03 March 2009
Secretary Clinton says there is no time to waste

Washington — The United States will continue to work with Israelis and Palestinians to create a peace accord that includes the creation of an independent Palestinian state.
“The United States will be vigorously engaged in the pursuit of a two-state solution every step of the way,” Clinton said March 3 at a Jerusalem press briefing. “The road ahead, we acknowledge, is a difficult one, but there is no time to waste.”
“It is our assessment ... that eventually, the inevitability of working toward a two-state solution seems inescapable.”
Clinton, who is making her first visit to the Middle East since becoming secretary of state, held meetings with Israeli President Shimon Peres, Foreign Minister Tzipi Livni, Defense Minister Ehud Barak and Prime Minister-designate Benjamin Netanyahu prior to a dinner meeting with current Prime Minister Ehud Olmert.
The secretary is scheduled to meet with Palestinian Authority President Mahmoud Abbas and Prime Minister Salam Fayyad on March 4 in the West Bank city of Ramallah.
A significant component of U.S. policy in the Middle East is to work for a peace accord between the Israelis and Palestinians that will lead to Palestinian statehood. Peace talks that were revived in late 2007 at a conference in the United States have stalled following an Israeli offensive in the Gaza Strip in December 2008 aimed at halting rocket attacks by the terrorist group Hamas.
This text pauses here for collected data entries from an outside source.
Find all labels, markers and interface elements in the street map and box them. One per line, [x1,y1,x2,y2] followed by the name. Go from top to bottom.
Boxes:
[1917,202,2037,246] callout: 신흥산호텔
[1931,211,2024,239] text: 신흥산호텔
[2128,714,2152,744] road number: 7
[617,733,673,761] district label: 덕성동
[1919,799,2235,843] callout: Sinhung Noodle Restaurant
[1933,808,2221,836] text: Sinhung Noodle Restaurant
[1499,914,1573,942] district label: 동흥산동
Hamas seized control of Gaza from the ruling Palestinian Authority in 2007.

Clinton said one of the first steps needed now is a durable cease-fire, which means daily rocket attacks by Hamas into southern Israel must end. She said that between 15 and 18 rockets were fired into Israel from Gaza in the last several days.
“No nation should be expected to sit idly by and allow rockets to assault its people and its territories,” she said. “These attacks must stop and so must the smuggling of weapons into Gaza.”
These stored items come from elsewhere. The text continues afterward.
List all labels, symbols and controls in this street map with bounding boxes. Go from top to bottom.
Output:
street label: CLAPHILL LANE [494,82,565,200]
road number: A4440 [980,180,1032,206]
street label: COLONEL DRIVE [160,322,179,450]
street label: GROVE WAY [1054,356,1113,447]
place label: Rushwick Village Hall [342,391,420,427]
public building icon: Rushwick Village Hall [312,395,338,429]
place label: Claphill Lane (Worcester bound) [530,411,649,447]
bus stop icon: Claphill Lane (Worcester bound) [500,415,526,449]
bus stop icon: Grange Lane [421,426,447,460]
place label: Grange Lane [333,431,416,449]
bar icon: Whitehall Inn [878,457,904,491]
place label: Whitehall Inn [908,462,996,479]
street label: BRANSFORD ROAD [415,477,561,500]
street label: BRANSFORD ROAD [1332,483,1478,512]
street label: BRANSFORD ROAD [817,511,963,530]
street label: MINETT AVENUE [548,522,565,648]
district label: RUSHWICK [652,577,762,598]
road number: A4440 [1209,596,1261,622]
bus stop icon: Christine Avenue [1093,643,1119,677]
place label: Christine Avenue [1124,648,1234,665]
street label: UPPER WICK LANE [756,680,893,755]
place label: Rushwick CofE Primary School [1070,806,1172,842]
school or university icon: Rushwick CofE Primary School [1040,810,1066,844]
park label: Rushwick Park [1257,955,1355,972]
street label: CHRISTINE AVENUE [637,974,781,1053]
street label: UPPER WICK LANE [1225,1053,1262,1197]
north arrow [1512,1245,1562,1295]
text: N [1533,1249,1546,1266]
“That is the double reality that we're facing here. We have a humanitarian challenge in Gaza with a lot of innocent Palestinians in need of the help that could be provided, and Hamas decides to continue to rain rockets down on Israel.”
During an international conference March 2, the United States pledged $900 million in assistance to the Palestinians, with a third of it going to help people in Gaza and the remainder going to the Palestinian Authority, which controls the West Bank territories. (See “United States Pledges $900 Million for Palestinians.”)
SYRIAN ENVOYS
Clinton also announced that the United States was sending two envoys to Syria to conduct “preliminary conversations.” State Department acting deputy spokesman Gordon Duguid said March 3 in Washington that Acting Assistant Secretary of State for Near Eastern Affairs Jeffrey Felton would lead the American delegation to Damascus along with Daniel Shapiro from the White House.
There are a number of issues the United States wants to address with the Damascus government, Clinton said. The last senior U.S. official to visit Damascus was then-Deputy Secretary of State Richard Armitage in January 2005.
“We have no way to predict what the future with our relations concerning Syria might be. … We don't engage in discussions for the sake of having a conversation,” Clinton said. “But I think it is a worthwhile effort to go and begin these preliminary conversations.”